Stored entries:

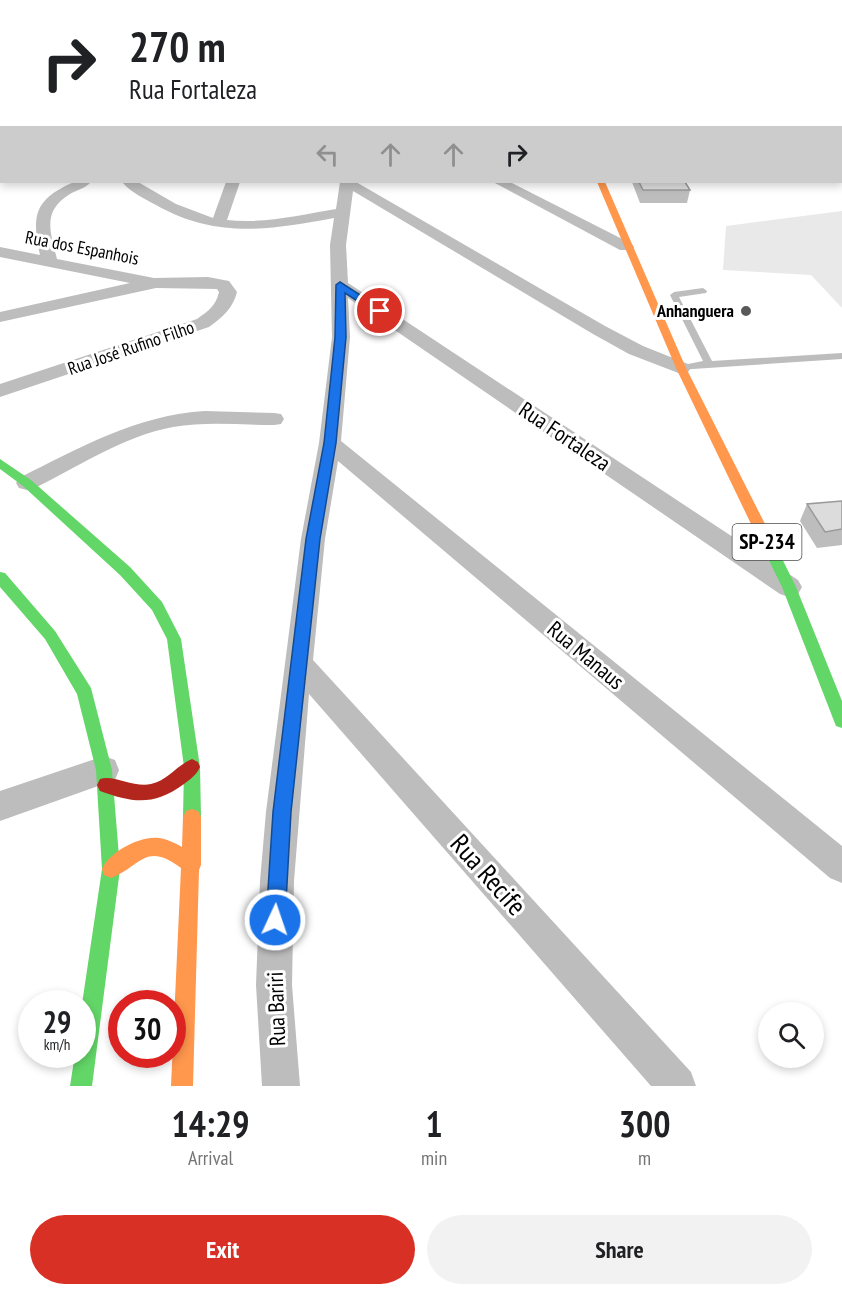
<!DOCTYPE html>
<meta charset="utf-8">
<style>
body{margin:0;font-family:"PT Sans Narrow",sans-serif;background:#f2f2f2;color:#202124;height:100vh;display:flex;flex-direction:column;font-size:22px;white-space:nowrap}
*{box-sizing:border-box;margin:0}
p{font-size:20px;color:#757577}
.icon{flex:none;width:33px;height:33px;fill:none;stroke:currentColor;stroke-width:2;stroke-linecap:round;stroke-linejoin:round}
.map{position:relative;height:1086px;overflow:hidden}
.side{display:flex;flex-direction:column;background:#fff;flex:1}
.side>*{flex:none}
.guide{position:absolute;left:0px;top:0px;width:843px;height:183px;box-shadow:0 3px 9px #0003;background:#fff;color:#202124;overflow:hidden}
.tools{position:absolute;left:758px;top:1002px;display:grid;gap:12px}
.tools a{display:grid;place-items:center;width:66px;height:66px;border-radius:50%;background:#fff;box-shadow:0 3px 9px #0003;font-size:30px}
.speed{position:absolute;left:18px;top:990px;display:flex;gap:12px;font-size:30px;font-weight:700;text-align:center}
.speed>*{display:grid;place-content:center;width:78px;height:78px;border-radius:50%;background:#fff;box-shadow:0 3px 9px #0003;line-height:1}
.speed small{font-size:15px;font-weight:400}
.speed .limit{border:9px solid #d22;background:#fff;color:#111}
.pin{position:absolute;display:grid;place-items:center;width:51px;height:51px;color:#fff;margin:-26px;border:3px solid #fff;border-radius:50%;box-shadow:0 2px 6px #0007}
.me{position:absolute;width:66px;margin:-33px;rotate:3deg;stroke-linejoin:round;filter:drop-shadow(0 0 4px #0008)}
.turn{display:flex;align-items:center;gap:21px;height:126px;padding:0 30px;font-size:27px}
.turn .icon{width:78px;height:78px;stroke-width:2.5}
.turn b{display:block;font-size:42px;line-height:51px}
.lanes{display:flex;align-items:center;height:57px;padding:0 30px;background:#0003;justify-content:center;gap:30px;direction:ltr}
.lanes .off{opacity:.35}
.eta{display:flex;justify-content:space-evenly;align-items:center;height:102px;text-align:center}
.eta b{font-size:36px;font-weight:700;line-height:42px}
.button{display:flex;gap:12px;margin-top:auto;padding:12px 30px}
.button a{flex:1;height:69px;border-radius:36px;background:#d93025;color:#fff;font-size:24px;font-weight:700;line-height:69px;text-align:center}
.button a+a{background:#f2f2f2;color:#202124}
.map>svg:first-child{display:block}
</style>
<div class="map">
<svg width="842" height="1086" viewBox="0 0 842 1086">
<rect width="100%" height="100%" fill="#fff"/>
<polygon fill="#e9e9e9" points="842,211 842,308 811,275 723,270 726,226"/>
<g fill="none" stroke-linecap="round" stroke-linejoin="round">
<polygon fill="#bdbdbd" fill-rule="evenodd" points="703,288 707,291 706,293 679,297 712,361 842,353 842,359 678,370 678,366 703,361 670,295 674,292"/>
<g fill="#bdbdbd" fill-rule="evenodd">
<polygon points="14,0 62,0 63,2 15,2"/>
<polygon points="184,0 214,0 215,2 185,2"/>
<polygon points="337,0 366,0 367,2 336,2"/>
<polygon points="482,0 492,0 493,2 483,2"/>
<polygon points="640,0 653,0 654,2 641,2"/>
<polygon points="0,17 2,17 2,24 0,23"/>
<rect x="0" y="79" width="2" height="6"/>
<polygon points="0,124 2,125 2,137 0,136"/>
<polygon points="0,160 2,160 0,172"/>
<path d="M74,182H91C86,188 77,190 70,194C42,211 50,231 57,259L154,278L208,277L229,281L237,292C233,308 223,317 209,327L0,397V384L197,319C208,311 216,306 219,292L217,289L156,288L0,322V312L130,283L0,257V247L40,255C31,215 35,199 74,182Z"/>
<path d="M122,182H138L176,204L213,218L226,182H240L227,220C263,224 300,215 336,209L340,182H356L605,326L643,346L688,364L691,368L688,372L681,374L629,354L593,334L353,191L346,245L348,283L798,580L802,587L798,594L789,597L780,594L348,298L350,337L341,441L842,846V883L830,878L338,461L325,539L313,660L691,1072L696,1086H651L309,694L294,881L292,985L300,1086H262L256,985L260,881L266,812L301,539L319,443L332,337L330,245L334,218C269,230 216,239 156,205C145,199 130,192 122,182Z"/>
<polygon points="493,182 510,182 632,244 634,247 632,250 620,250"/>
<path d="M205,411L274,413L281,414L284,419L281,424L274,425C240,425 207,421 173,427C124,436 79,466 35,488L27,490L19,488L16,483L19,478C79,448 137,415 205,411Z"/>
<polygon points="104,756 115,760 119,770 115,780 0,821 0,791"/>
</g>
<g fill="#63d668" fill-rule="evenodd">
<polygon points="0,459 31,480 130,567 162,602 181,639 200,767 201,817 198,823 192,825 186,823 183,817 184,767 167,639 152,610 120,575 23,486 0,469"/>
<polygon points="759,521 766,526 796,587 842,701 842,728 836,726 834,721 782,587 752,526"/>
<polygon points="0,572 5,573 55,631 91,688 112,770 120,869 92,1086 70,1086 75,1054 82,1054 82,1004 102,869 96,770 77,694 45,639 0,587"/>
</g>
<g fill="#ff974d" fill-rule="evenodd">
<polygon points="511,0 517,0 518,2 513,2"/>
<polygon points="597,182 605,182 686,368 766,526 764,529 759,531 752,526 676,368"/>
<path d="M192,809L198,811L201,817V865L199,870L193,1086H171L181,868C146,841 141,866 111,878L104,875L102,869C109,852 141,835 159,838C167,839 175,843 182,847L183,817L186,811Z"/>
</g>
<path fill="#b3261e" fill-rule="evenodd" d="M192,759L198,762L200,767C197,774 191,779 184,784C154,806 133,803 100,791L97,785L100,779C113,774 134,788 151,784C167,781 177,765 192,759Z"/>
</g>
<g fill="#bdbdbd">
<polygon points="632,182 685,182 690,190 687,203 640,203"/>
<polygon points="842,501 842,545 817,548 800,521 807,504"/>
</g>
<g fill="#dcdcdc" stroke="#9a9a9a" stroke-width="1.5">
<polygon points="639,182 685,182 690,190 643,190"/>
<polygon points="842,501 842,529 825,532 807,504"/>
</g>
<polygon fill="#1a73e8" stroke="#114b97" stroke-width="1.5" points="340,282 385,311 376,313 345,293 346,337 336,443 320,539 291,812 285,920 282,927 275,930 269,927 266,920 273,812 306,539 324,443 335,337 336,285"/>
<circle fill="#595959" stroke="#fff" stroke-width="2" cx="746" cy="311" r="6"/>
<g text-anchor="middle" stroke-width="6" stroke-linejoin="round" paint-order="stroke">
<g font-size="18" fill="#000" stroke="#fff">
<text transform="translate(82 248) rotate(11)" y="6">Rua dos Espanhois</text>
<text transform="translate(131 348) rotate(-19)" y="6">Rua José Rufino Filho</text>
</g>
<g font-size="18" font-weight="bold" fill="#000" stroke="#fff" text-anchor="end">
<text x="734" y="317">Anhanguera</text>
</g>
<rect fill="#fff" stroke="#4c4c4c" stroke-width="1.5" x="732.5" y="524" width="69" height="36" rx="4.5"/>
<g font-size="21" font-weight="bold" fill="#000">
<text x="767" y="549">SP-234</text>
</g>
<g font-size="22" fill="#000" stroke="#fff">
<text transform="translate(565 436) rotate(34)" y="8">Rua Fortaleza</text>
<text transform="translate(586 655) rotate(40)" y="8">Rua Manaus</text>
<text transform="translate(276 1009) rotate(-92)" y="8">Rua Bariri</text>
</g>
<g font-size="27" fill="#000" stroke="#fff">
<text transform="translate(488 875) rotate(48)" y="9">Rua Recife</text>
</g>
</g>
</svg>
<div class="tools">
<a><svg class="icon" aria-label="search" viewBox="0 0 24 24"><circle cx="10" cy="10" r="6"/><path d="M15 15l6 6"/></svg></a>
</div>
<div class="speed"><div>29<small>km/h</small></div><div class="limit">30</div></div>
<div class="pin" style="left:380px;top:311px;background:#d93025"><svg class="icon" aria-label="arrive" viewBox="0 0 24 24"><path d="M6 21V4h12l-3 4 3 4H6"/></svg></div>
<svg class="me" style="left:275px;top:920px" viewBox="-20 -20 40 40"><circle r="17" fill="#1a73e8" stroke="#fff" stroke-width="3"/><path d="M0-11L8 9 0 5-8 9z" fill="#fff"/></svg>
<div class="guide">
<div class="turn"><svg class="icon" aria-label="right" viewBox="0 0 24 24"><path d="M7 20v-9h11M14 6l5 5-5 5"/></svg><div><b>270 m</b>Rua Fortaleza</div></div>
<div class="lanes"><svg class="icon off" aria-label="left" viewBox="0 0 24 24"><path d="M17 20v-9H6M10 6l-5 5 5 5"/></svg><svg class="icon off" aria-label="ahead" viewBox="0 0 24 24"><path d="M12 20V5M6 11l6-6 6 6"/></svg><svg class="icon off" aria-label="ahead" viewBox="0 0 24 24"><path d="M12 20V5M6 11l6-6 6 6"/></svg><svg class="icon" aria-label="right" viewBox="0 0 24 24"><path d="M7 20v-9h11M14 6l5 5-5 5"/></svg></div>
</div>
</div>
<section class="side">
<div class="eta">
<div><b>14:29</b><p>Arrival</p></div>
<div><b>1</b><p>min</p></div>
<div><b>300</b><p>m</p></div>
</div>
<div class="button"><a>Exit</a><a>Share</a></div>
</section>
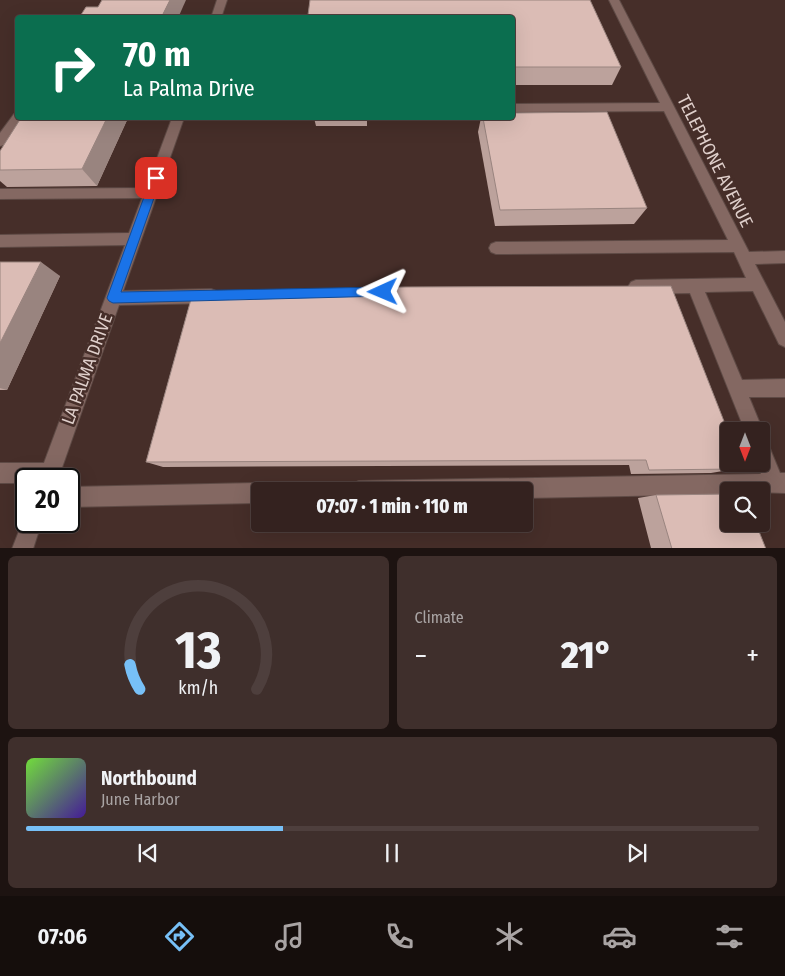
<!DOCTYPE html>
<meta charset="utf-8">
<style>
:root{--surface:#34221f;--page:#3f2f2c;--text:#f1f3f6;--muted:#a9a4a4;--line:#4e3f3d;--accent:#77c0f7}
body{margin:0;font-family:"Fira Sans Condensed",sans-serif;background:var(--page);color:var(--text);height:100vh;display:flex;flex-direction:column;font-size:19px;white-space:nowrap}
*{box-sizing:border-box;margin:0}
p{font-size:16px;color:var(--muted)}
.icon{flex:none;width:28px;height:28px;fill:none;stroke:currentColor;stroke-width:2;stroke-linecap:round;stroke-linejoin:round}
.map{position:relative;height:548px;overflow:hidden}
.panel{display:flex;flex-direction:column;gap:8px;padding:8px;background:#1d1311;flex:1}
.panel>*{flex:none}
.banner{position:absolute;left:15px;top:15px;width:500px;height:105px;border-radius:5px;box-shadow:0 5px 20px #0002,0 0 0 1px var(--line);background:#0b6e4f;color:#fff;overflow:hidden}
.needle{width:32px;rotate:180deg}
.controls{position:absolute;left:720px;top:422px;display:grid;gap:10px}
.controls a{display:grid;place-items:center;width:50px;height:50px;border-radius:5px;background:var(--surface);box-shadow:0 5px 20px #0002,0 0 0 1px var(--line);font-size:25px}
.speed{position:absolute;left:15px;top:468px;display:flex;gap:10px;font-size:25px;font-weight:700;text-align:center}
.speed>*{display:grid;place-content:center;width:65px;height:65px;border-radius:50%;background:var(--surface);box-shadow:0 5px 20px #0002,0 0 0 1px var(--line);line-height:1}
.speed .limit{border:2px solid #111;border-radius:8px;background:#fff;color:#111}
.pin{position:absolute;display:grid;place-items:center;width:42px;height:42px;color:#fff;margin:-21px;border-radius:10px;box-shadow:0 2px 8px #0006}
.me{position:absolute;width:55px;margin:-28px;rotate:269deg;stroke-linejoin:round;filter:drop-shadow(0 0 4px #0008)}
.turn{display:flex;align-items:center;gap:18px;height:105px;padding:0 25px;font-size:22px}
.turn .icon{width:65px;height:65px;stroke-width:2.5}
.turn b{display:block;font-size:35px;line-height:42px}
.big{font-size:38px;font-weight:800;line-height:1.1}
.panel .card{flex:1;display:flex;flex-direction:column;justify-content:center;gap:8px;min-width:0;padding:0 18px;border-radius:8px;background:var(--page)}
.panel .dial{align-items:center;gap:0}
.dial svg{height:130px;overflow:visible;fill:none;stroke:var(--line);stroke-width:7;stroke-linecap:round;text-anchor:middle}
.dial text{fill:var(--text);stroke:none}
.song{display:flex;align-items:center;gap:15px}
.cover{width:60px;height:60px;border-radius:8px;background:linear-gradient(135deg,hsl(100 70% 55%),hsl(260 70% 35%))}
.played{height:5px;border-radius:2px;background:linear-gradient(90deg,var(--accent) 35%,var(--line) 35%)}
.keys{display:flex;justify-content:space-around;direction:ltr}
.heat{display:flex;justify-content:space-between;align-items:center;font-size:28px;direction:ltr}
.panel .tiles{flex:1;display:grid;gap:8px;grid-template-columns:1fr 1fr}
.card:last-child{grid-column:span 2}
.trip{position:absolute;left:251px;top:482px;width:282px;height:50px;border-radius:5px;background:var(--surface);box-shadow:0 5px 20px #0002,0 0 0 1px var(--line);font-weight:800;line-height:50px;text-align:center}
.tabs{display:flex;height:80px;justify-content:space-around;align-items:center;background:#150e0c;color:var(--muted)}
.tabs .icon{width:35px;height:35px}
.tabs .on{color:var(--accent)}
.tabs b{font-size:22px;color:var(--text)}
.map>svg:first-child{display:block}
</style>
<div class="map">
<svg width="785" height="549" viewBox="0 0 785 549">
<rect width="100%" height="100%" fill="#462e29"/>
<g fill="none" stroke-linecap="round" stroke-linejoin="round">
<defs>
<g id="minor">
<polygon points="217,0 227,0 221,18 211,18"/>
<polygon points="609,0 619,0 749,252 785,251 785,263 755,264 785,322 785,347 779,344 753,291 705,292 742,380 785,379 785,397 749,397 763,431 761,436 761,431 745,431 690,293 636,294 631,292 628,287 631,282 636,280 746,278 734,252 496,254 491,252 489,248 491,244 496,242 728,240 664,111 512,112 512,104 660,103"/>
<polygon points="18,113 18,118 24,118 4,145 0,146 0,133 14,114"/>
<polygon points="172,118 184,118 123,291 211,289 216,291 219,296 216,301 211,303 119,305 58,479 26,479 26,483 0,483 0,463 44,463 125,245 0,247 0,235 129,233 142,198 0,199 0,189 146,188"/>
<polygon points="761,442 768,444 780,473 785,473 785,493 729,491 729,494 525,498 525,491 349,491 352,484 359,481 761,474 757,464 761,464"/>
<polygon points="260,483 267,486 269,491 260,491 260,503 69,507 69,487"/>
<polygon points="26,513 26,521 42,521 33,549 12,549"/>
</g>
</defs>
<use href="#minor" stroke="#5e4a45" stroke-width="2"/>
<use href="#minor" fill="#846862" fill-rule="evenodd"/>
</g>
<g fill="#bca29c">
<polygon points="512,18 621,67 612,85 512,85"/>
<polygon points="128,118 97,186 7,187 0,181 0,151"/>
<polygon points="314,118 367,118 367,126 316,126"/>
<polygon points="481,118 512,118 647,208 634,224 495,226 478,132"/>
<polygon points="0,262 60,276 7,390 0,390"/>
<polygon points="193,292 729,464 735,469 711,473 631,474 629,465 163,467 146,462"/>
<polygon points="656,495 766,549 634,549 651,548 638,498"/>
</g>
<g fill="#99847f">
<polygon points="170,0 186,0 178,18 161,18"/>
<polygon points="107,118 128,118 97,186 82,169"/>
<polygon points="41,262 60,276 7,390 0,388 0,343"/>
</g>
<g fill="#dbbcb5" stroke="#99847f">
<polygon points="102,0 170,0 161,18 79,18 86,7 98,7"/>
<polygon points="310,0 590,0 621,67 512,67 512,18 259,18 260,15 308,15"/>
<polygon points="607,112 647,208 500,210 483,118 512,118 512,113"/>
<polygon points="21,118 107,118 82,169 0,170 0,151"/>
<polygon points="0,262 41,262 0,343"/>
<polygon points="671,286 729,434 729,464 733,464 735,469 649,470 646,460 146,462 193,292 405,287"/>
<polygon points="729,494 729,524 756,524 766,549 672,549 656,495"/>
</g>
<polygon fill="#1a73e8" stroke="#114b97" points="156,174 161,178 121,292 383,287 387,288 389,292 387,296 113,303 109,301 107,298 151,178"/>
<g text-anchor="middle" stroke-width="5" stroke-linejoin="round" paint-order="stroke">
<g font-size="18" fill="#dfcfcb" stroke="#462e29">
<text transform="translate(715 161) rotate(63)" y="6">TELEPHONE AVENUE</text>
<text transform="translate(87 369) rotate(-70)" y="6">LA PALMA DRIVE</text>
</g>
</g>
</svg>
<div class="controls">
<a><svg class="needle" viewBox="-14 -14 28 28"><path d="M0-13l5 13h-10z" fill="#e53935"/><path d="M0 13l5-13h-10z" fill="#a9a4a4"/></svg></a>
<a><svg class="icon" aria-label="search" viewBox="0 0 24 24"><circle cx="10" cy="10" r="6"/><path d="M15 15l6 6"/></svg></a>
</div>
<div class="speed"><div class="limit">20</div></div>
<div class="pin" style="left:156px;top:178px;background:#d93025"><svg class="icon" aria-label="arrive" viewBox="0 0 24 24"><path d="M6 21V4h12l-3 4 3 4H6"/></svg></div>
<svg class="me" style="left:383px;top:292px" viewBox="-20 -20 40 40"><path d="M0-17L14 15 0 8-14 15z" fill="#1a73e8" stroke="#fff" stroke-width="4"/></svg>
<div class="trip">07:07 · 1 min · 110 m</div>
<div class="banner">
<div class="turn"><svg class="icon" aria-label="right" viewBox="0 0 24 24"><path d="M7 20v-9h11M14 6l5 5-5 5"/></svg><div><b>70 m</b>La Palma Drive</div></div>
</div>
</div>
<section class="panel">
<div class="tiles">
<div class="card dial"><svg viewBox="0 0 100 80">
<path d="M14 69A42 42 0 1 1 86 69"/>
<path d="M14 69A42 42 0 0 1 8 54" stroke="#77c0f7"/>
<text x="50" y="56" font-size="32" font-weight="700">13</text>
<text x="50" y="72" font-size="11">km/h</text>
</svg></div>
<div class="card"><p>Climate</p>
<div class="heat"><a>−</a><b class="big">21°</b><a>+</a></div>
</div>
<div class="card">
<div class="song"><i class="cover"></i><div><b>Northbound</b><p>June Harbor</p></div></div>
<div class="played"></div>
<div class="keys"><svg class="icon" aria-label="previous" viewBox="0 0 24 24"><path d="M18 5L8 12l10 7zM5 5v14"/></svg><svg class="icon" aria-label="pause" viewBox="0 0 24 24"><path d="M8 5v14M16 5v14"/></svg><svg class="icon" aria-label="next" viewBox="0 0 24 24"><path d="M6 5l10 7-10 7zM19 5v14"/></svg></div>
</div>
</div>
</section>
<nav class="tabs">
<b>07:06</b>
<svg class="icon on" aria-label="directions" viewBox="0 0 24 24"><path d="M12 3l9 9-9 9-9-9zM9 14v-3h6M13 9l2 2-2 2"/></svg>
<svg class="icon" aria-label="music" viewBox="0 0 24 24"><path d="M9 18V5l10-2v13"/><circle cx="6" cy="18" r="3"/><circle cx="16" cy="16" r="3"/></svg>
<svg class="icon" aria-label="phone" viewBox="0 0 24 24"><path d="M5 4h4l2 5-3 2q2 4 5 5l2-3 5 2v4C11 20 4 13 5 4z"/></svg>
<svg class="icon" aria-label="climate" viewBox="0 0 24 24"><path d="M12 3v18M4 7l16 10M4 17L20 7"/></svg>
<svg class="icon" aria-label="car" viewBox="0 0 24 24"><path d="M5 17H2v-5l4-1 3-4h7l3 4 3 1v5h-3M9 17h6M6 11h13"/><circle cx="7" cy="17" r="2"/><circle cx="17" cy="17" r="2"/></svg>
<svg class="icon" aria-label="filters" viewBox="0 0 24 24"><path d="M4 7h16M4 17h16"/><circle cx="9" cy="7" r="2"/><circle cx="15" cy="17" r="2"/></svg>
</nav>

__EXERCISE__: Copy every line of the entries in which "grid" can be found.

__RESPONSE__:
.tools{position:absolute;left:758px;top:1002px;display:grid;gap:12px}
.tools a{display:grid;place-items:center;width:66px;height:66px;border-radius:50%;background:#fff;box-shadow:0 3px 9px #0003;font-size:30px}
.speed>*{display:grid;place-content:center;width:78px;height:78px;border-radius:50%;background:#fff;box-shadow:0 3px 9px #0003;line-height:1}
.pin{position:absolute;display:grid;place-items:center;width:51px;height:51px;color:#fff;margin:-26px;border:3px solid #fff;border-radius:50%;box-shadow:0 2px 6px #0007}
.controls{position:absolute;left:720px;top:422px;display:grid;gap:10px}
.controls a{display:grid;place-items:center;width:50px;height:50px;border-radius:5px;background:var(--surface);box-shadow:0 5px 20px #0002,0 0 0 1px var(--line);font-size:25px}
.speed>*{display:grid;place-content:center;width:65px;height:65px;border-radius:50%;background:var(--surface);box-shadow:0 5px 20px #0002,0 0 0 1px var(--line);line-height:1}
.pin{position:absolute;display:grid;place-items:center;width:42px;height:42px;color:#fff;margin:-21px;border-radius:10px;box-shadow:0 2px 8px #0006}
.panel .tiles{flex:1;display:grid;gap:8px;grid-template-columns:1fr 1fr}
.card:last-child{grid-column:span 2}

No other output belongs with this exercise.